*** MATERIAL FOR THIS TASK Section Begins ***

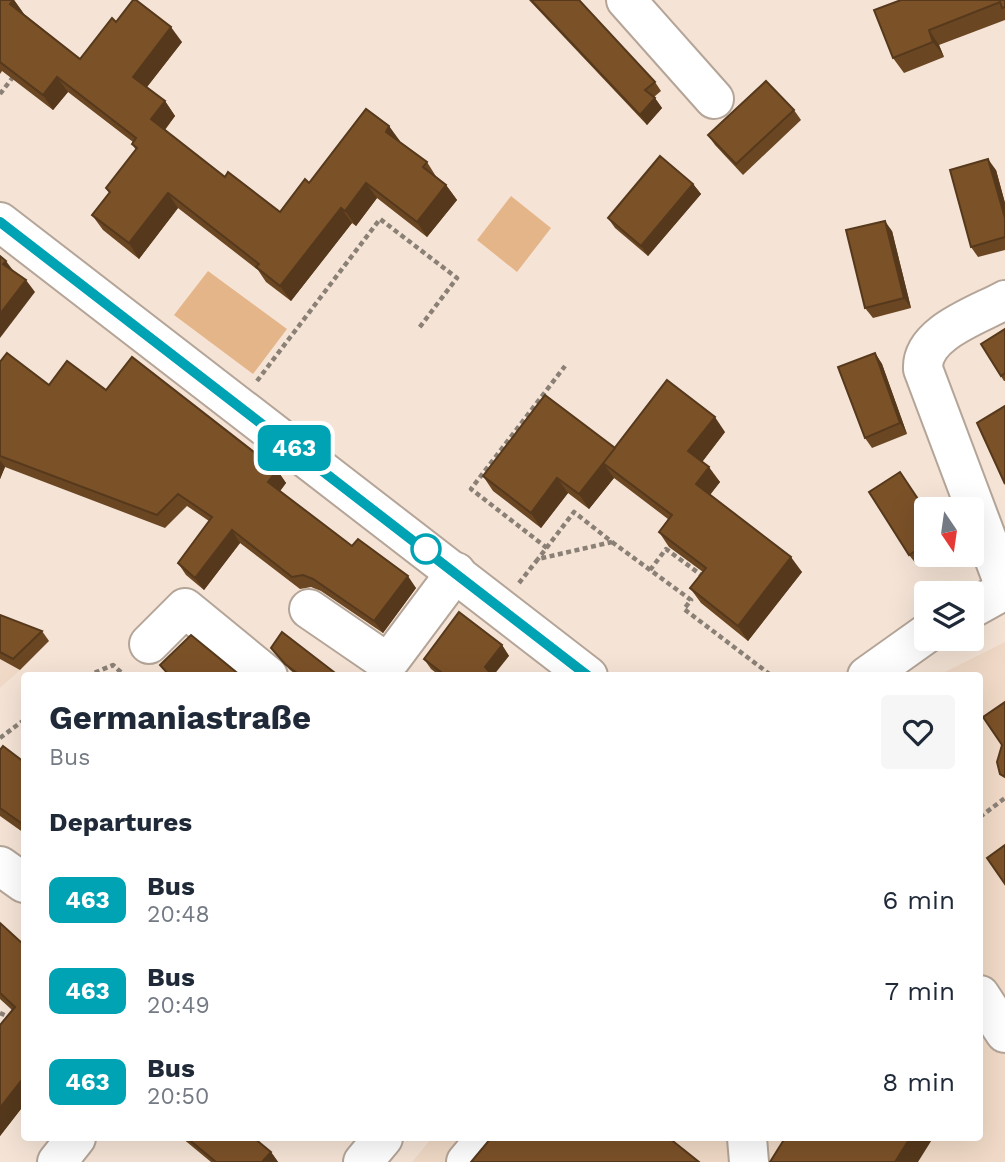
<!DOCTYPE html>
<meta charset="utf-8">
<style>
body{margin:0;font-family:"Work Sans",sans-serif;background:#f6f6f7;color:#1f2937;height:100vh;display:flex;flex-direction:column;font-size:26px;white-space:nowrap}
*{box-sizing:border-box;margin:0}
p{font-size:23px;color:#747a83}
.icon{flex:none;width:38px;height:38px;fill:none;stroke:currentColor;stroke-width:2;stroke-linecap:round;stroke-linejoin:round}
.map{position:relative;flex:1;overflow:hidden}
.drawer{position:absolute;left:21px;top:672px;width:962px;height:469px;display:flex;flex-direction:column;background:#fff;border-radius:7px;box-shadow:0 7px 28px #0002}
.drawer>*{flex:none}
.badge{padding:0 14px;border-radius:10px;font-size:24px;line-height:46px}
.needle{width:46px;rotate:167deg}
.controls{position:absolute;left:914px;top:497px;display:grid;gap:14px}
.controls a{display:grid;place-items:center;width:70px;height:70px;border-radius:7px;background:#fff;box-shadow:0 7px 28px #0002;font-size:35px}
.map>.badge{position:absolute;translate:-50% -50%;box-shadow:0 0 0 4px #fff}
h2{padding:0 28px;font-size:26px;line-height:63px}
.round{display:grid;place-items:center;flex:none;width:74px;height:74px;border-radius:7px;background:#f6f6f7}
.head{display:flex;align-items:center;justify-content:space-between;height:119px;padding:0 28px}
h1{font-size:33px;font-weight:700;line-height:52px}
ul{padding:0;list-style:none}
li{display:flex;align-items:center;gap:21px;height:91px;padding:0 28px}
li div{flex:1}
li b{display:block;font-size:26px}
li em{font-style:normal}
li .badge{min-width:77px;font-weight:700;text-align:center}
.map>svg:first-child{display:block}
</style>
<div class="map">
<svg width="1005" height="1162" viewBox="0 0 1005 1162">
<rect width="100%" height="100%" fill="#f5e4d6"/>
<g fill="#f0d9c6">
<polygon points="1005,642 1005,1162 412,1162 432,1138 980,1138 980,676 939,675"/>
<polygon points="0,659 20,670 0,688"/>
</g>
<g fill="#e5b58a">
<polygon points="511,196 551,228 517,272 477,240"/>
<polygon points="208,271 287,329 253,374 174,315"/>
</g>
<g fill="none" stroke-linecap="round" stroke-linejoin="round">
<defs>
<g id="minor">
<polyline points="626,0 714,99"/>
<polyline points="0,222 588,676"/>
<path d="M1005,300C978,315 921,333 923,369L1005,587"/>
<polyline points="309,609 379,657 391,659 456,572"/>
<polyline points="971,609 1005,590"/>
<polyline points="149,644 185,608 268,676"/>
<polyline points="867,676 926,634"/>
<polyline points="0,866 24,883"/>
<polyline points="980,995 1005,1033"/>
<polyline points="747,1138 749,1162"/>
<polyline points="57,1162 76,1138"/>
<polyline points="363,1162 383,1138"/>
<polyline points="466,1162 486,1138"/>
</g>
</defs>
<use href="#minor" stroke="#b4a598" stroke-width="42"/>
<g stroke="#8b8076" stroke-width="4.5" stroke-dasharray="5 3.5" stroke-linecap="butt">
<polyline points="0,94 13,77"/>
<polyline points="257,381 380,219 457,278 419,328"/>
<polyline points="612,542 691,600 684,609 772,676"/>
<polyline points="547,548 471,489 565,366"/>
<polyline points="650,570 666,549 704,577"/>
<polyline points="519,583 538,559 612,542 574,512 538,559"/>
<polyline points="87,676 113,665 125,676"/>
<polyline points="0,738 24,720"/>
<polyline points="980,817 1005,798"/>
<polyline points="0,1013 11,1018"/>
</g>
<use href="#minor" stroke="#fff" stroke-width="38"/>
</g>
<g fill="#6a4622">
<polygon points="0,0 14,0 24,14 80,59 116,22 182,42 147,87 165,101 175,116 165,130 225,177 280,212 309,183 389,126 399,142 427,162 437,178 446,185 457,200 427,237 377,198 356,226 352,223 291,301 266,282 258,270 178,208 139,259 103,230 92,215 109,193 106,188 136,150 132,144 133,142 68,92 53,110 2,71 0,74"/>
<polygon points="529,0 579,0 655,82 661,91 654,97 662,108 647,125"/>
<polygon points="1005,0 1005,20 939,45 944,57 904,73 893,58 874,10"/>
<polygon points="794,110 801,120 743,175 715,145 708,135"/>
<polygon points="996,170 1005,203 1005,250 978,257 971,247"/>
<polygon points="693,184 701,194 648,256 615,228 608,218"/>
<polygon points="892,231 911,308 873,318 865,308"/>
<polygon points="1005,329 1005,381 1004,381 981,344"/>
<polygon points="875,353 882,364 907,434 872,448 865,438"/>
<polygon points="0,362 49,385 106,390 277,470 286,483 280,491 352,546 416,588 383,633 321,591 311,587 300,589 240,543 204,590 186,575 178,563 209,521 187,506 165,528 5,467 0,479"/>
<polygon points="725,432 702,462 720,482 710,494 802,572 748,641 701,603 690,588 703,572 669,547 659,532 668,519 614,478 589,509 568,493 541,528 493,491 483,476 615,448"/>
<polygon points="926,510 926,555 933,555 917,565 909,555"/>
<polygon points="0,615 42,631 49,641 20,670 0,659"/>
<polygon points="502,645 509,656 440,676 431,669 424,659"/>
<polygon points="271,648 339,676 297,676 289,669"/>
<polygon points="0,750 24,762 24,833 0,816"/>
<polygon points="0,923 24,945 24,1105 0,1136 0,1025 12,1010 0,999"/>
<polygon points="182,1138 254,1138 271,1152 278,1162 211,1162"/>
</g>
<g fill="#56391c">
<polygon points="13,0 14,0 24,14 10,4"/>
<polygon points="171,27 182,42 143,92 133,77"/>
<polygon points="929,30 939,45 944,57 933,42"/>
<polygon points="57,77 68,92 53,110 43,95"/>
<polygon points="655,98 662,108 647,125 640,115"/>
<polygon points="165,101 175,116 161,134 151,119"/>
<polygon points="389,126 400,141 396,147 386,132"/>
<polygon points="988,159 996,170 1005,203 1005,218"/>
<polygon points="366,183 377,198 356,226 345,211"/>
<polygon points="693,184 701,194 648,256 641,246"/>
<polygon points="446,185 457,200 427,237 417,222"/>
<polygon points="168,193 178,208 139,259 129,243"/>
<polygon points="341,208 352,223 291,301 280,286"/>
<polygon points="885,221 892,231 911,308 904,298"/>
<polygon points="6,261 15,273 3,264"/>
<polygon points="26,280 35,292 0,338 0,314"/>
<polygon points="875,353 882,364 907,434 900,423"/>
<polygon points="715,417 725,432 699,466 688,451"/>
<polygon points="615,448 603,463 614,478 589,509 579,494"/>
<polygon points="0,460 5,467 0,479"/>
<polygon points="709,467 720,482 707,499 696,484"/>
<polygon points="277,470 286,483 277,495 268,482"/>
<polygon points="557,478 568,493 541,528 531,513"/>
<polygon points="232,530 240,543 204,590 195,578"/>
<polygon points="791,557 802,572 748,641 738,626"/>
<polygon points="408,576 416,588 383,633 374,621"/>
<polygon points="502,645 509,656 493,676 485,667"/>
<polygon points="24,1077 24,1105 0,1136 0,1108"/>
<polygon points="910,1138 933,1138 918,1162 895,1162"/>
<polygon points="271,1152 278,1162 262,1162"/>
</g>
<g fill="#7b5128" stroke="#56391c" stroke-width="2">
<polygon points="0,0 13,0 10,4 80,59 112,18 116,22 133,0 136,0 171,27 133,77 165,101 151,119 225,177 228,172 280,212 305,179 309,183 366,109 389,126 386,132 427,162 423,167 446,185 417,222 366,183 345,211 341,208 280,286 256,267 259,264 168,193 129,243 92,215 110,192 106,188 137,148 132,144 136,138 57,77 43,95 0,62"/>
<polygon points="531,0 579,0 655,82 645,90 655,98 640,115"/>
<polygon points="901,0 1005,0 1005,7 1002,8 1000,2 929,30 933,42 893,58 874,10"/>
<polygon points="766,81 794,110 736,164 708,135"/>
<polygon points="660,156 693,184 641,246 608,218"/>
<polygon points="988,159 1005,218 1005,237 971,247 950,170"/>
<polygon points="885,221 904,298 865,308 846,230"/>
<polygon points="0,256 6,261 3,264 26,280 0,314"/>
<polygon points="1005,329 1005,373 1001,376 981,344"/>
<polygon points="7,353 49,385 67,361 106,390 132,357 277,470 268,482 352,546 358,539 408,576 374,621 313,579 303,575 292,577 232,530 195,578 178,563 212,517 178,494 157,515 0,456 0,362"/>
<polygon points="875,353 900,423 865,438 838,367"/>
<polygon points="667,380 715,417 688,451 709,467 696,484 791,557 738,626 690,588 706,568 659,532 672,515 603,463"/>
<polygon points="545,395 615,448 579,494 557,478 531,513 483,476"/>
<polygon points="1005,406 1005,484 977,423"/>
<polygon points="900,472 926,511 926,544 909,555 869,492"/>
<polygon points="459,612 502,645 485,667 493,676 440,676 442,673 424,659"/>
<polygon points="0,615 42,631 13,659 0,652"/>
<polygon points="282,632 339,676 301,676 285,664 271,648"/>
<polygon points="191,635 241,676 170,676 160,665"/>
<polygon points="1005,702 1005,777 1000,774 997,762 1002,745 983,717"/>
<polygon points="3,746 24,762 24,825 0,808 0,750"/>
<polygon points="1005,845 1005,884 987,858"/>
<polygon points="0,923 24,945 24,1077 0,1108 0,1025 15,1007 0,993"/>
<polygon points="187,1138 254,1138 271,1152 262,1162 216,1162"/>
<polygon points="491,1138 669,1138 699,1162 471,1162"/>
<polygon points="785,1138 910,1138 895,1162 770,1162"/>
</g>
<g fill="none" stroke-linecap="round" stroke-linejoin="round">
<defs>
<polyline id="line" points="0,222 588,676"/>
</defs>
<use href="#line" stroke="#fff" stroke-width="16"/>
<use href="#line" stroke="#00a3b4" stroke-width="10"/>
</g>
<circle fill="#fff" stroke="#00a3b4" stroke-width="3.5" cx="426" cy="549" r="14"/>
</svg>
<div class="controls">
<a><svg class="needle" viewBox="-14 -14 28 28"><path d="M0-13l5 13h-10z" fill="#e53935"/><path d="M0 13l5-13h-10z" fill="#747a83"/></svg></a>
<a><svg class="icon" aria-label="layers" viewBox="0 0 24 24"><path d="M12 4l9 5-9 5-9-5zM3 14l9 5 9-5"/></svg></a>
</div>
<b class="badge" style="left:294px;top:448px;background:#00a3b4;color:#fff">463</b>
<section class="drawer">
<div class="head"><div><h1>Germaniastraße</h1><p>Bus</p></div><a class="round"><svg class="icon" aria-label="heart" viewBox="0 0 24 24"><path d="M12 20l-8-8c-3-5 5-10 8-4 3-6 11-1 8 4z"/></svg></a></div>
<h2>Departures</h2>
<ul>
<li><span class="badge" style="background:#00a3b4;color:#fff">463</span><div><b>Bus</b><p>20:48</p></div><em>6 min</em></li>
<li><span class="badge" style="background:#00a3b4;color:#fff">463</span><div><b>Bus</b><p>20:49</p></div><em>7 min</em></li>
<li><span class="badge" style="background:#00a3b4;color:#fff">463</span><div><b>Bus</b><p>20:50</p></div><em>8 min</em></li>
</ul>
</section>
</div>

*** MATERIAL FOR THIS TASK Section Ends ***

• [ASSIGNMENT]
List each line of the records that holds the string "controls".

• [ANSWER BOX]
.controls{position:absolute;left:914px;top:497px;display:grid;gap:14px}
.controls a{display:grid;place-items:center;width:70px;height:70px;border-radius:7px;background:#fff;box-shadow:0 7px 28px #0002;font-size:35px}
<div class="controls">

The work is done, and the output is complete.